TIROLER TAGESZEITUNG, Leitartikel: „Wenn Impf-Appelle ins Leere gehen“, von Alois Vahrner

Ausgabe vom Mittwoch, 25. August 2021

Innsbruck (OTS) Droht bei Corona erneut ein extrem schwieriger Herbst und Winter? Weil auch Österreich weiterhin ein gutes Stück von der angepeilten „Herdenimmunität“ entfernt ist, drohen ohne weiteren Impf-Fortschritt erneut Verschärfungen.

Nach Ausbruch der Corona-Pandemie gab es außer massiven Kontaktbeschränkungen, Masken und Tests lange kein wirksames Mittel gegen die Ausbreitung des vor allem für viele Ältere und Risikogruppen sehr gefährlichen Virus.
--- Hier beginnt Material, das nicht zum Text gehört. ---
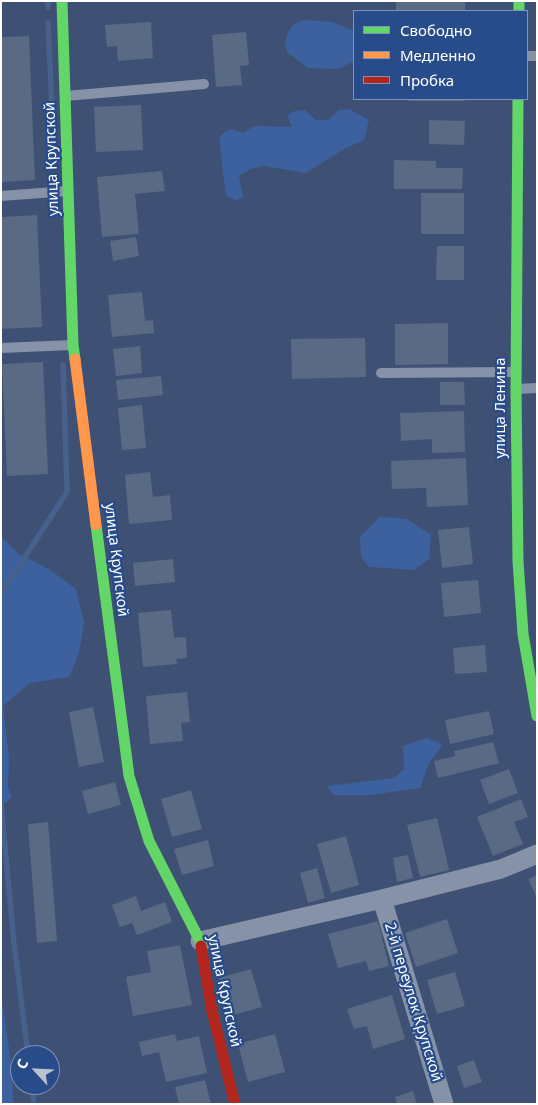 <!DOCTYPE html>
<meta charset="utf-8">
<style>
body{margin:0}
#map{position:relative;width:538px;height:1105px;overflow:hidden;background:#3e5174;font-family:"Noto Sans",sans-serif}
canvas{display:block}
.frame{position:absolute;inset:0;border:2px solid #fff;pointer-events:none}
.legend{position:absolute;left:353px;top:10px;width:175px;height:90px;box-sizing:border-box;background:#284b8a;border:1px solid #7e93b9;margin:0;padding:6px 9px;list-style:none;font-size:15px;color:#fff}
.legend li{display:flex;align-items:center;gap:10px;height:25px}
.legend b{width:25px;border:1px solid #7e93b9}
.north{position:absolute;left:10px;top:1045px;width:50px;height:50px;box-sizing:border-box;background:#284b8a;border:1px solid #7e93b9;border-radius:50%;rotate:295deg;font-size:14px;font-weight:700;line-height:20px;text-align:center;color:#fff}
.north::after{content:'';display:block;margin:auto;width:18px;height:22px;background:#bbc2ce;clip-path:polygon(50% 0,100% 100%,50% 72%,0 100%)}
</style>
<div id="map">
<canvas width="538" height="1105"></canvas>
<div class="frame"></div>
<ul class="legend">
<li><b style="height:6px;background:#63d668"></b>Свободно</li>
<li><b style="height:6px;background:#ff974d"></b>Медленно</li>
<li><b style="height:6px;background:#b3261e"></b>Пробка</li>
</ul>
<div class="north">С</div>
</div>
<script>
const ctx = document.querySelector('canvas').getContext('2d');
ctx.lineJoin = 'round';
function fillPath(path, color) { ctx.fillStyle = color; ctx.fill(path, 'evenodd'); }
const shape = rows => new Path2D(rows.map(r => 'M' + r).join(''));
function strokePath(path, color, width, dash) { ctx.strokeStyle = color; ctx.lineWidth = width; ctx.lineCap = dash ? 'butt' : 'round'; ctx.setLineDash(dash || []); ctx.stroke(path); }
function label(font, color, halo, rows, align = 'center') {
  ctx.font = font + ' "Noto Sans",sans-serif'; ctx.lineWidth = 4.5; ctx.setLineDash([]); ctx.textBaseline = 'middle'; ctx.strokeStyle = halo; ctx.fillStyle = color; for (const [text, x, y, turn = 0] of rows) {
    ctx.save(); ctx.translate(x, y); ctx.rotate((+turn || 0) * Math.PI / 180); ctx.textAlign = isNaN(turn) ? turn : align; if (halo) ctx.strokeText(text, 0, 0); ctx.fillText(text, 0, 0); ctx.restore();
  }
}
fillPath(shape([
 [304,20,332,22,354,31,354,61,338,69,308,68,287,52,285,42,288,32,294,24],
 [349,109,369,120,364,140,344,149,306,173,264,166,250,169,239,176,243,197,237,200,232,199,226,195,220,146,220,136,226,131,232,129,243,133,254,126,292,127,287,115,295,111,305,110,316,120,328,120,339,110],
 [380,517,407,519,431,535,429,559,414,570,369,567,361,557,360,537],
 [1,537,19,554,49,569,76,589,84,623,79,653,69,677,30,683,3,706,9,758,8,787,12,797,1,807],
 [427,738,442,745,429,763,420,788,370,795,334,795,327,786,394,778,404,769,403,746],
 [1,996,9,1048,14,1104,1,1104]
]), '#3d619f');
strokePath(shape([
 [48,1,48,7],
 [48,23,52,108],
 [1,594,67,492,63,365],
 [1,804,14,943,28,1055],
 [32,1085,34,1104]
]), '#47608c', 5.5);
fillPath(shape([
 [396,1,465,1,465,11,396,10],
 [151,22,153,58,118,61,117,46,107,47,105,25],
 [246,32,249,65,240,66,242,85,216,87,212,35],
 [29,36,35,180,1,182,1,37],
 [409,99,465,99,465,101,409,101],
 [141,105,143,150,96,152,94,107],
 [429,120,465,121,464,145,429,144],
 [394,160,436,161,436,168,463,168,462,189,394,189],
 [162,171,165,191,135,194,139,234,102,237,97,177],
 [421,193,464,193,464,234,421,234],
 [37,215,42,327,1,329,1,217],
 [136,237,139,256,113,261,110,241],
 [437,246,464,246,464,280,436,280],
 [142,292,145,321,153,320,154,333,112,337,108,295],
 [448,323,448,364,395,365,395,324],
 [365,338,366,377,292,379,291,339],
 [140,346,142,373,116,376,113,349],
 [43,362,48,474,7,476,2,364],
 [161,376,163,395,118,400,116,380],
 [440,382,464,382,465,405,440,405],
 [142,405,146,448,122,450,118,408],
 [464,411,465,452,432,453,432,439,401,441,400,413],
 [466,458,468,505,427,507,426,488,392,489,391,461],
 [150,472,153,497,170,495,172,520,129,524,125,475],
 [469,527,473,564,442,568,438,530],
 [173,559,175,582,135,586,133,563],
 [478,580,481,613,444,617,441,583],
 [171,610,174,638,186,637,187,658,176,659,177,664,143,667,138,613],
 [485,645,487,672,455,674,453,648],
 [187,692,190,722,181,723,183,741,150,744,146,696],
 [93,707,104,762,79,767,69,712],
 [489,711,494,734,450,744,445,720],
 [493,742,499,763,438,778,434,761,455,756,454,751],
 [509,769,518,793,489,804,480,780],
 [115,782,121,805,88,814,82,791],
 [191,790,202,829,172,837,161,799],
 [521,799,528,817,514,822,523,844,493,856,477,817],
 [437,818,449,870,420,877,407,825],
 [48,822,57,941,37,943,28,824],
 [346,836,359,885,331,893,317,844],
 [208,840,214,866,182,875,174,849],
 [408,855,413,878,397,882,393,858],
 [317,868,325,898,308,903,300,873],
 [537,875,537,898,528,879],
 [136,896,141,911,165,902,172,922,137,935,132,923,120,927,112,905],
 [447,919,458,953,416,967,405,933],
 [378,921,389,966,369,971,366,961,338,968,328,934],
 [180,945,192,1005,133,1016,126,977,151,972,147,951],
 [251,969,262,1007,229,1016,219,978],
 [455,972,465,1006,437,1014,427,980],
 [392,995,405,1039,373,1049,367,1026,354,1029,347,1009],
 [175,1034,177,1041,199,1036,207,1073,166,1082,159,1052,142,1056,139,1042],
 [275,1034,285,1072,248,1082,238,1044],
 [474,1060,482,1082,464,1088,457,1066],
 [205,1080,211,1104,179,1104,175,1087],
 [413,1091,417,1104,397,1104,395,1097]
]), '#5a6984');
strokePath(shape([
 [527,56,537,56],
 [66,96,204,84],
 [1,196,68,191],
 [1,348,73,345],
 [381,373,515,372],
 [516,389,537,388]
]), '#8592a8', 10);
strokePath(shape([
 [382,899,444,1104],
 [200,941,382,899,501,869,537,854]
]), '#8592a8', 19);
strokePath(shape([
 [62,1,73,345,75,359],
 [519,1,519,11],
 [518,99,516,389,518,561,523,634,537,716],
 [96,525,129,776,149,841,200,941,201,946]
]), '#63d668', 11);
strokePath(shape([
 [75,359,96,525]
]), '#ff974d', 11);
strokePath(shape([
 [201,946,212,1011,235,1104]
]), '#b3261e', 11);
label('15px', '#fff', '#284b8a', [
 ["улица Крупской",52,159,-92],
 ["улица Ленина",501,408,-90],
 ["улица Крупской",116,560,83],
 ["улица Крупской",224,991,78],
 ["2-й переулок Крупской",413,1002,73]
]);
</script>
Massive Eingriffe in die Freiheitsrechte und Lockdowns, welche den Staats-Schuldenberg massiv anwachsen ließen, waren die Folgen.
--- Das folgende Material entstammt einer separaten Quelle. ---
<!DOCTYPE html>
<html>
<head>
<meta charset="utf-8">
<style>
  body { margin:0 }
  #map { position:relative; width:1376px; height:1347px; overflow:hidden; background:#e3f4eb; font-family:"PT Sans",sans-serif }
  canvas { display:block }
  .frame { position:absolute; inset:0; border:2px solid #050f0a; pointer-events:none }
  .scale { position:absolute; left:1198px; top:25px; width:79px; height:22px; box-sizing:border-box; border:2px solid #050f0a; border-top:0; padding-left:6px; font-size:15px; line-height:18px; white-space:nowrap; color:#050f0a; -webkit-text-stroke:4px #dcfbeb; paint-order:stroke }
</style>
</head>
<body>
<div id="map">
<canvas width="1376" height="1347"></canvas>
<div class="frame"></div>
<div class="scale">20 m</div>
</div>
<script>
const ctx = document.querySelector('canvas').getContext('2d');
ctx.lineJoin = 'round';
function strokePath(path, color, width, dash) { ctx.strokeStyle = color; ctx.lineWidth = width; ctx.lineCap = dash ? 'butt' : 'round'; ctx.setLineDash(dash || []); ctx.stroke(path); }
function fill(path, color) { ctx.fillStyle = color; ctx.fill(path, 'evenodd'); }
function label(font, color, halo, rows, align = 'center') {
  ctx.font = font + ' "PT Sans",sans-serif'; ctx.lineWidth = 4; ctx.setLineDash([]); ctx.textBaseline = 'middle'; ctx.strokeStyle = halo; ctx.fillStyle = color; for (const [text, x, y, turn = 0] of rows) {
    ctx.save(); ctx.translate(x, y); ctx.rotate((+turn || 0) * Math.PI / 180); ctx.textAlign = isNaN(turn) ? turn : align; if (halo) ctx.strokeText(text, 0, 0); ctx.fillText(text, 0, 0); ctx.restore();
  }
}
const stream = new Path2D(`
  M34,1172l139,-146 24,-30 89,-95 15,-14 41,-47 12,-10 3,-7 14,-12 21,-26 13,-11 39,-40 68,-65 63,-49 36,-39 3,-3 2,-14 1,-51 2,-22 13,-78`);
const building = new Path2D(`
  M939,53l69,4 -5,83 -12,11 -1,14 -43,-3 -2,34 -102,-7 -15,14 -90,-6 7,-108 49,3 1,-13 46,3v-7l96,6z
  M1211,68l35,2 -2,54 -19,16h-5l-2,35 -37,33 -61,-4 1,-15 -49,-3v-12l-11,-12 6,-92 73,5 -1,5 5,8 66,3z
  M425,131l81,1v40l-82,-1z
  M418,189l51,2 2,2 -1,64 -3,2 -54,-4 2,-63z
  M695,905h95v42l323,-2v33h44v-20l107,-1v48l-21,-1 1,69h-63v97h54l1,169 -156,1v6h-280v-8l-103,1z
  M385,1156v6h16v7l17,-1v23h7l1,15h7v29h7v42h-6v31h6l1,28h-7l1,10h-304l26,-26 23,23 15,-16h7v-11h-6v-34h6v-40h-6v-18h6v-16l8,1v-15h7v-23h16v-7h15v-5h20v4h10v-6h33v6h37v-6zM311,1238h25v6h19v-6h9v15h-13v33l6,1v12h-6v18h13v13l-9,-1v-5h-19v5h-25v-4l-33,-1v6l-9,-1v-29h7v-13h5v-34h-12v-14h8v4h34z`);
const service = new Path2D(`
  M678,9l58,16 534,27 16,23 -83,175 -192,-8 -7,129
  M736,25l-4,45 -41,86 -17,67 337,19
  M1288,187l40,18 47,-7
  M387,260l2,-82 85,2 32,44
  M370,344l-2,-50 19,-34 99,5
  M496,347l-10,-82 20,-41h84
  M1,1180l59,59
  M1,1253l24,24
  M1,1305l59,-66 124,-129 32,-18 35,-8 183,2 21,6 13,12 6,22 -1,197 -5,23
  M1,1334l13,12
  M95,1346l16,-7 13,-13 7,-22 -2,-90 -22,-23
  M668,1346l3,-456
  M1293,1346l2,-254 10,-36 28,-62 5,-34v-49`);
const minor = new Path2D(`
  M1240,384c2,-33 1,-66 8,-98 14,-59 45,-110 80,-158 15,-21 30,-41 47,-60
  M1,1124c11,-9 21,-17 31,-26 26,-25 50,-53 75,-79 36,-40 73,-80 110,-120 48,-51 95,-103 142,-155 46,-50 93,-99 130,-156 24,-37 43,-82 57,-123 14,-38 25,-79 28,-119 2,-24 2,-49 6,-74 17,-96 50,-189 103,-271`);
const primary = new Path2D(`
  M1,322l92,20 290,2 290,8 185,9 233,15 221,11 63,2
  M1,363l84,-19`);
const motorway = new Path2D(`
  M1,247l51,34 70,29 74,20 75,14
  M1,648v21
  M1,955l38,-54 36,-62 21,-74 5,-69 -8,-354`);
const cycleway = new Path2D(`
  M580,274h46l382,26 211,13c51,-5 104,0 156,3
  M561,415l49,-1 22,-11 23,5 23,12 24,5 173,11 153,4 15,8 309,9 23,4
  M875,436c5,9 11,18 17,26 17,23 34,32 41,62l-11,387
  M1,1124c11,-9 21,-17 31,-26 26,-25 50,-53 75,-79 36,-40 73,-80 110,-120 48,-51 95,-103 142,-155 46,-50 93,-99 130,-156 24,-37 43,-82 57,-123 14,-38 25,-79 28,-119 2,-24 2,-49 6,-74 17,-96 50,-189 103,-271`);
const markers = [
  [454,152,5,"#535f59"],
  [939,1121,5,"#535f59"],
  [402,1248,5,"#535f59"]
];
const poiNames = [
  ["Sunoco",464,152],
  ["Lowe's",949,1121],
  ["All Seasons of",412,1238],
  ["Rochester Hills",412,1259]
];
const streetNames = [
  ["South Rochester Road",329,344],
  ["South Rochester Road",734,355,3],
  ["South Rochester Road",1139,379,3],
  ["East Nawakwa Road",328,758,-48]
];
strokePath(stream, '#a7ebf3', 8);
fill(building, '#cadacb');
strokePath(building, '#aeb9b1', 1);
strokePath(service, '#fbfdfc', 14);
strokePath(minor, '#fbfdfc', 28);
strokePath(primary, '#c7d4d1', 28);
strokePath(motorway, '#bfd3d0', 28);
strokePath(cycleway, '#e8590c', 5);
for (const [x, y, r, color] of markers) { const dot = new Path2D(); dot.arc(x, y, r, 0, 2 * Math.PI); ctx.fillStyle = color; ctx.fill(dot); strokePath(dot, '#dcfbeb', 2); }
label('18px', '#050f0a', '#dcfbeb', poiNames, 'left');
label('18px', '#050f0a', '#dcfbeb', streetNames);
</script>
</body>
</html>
Bis heute gibt es keine wirklich wirksamen Medikamente gegen Corona, dafür aber seit Jahreswechsel von der Forschung beeindruckend rasch entwickelte Impfstoffe – zunächst noch in sehr geringen, dann aber rasch gesteigerten Stückzahlen. Seit Wochen sind weniger die (reichlich vorhandenen) Impfstoffe das Problem, sondern die fehlende Bereitschaft vieler Nicht-Geimpfter. Es sind zwar in Österreich etwa 60 Prozent der Bevölkerung geimpft, womit man aber von der „Herden­immunität“ noch deutlich entfernt ist.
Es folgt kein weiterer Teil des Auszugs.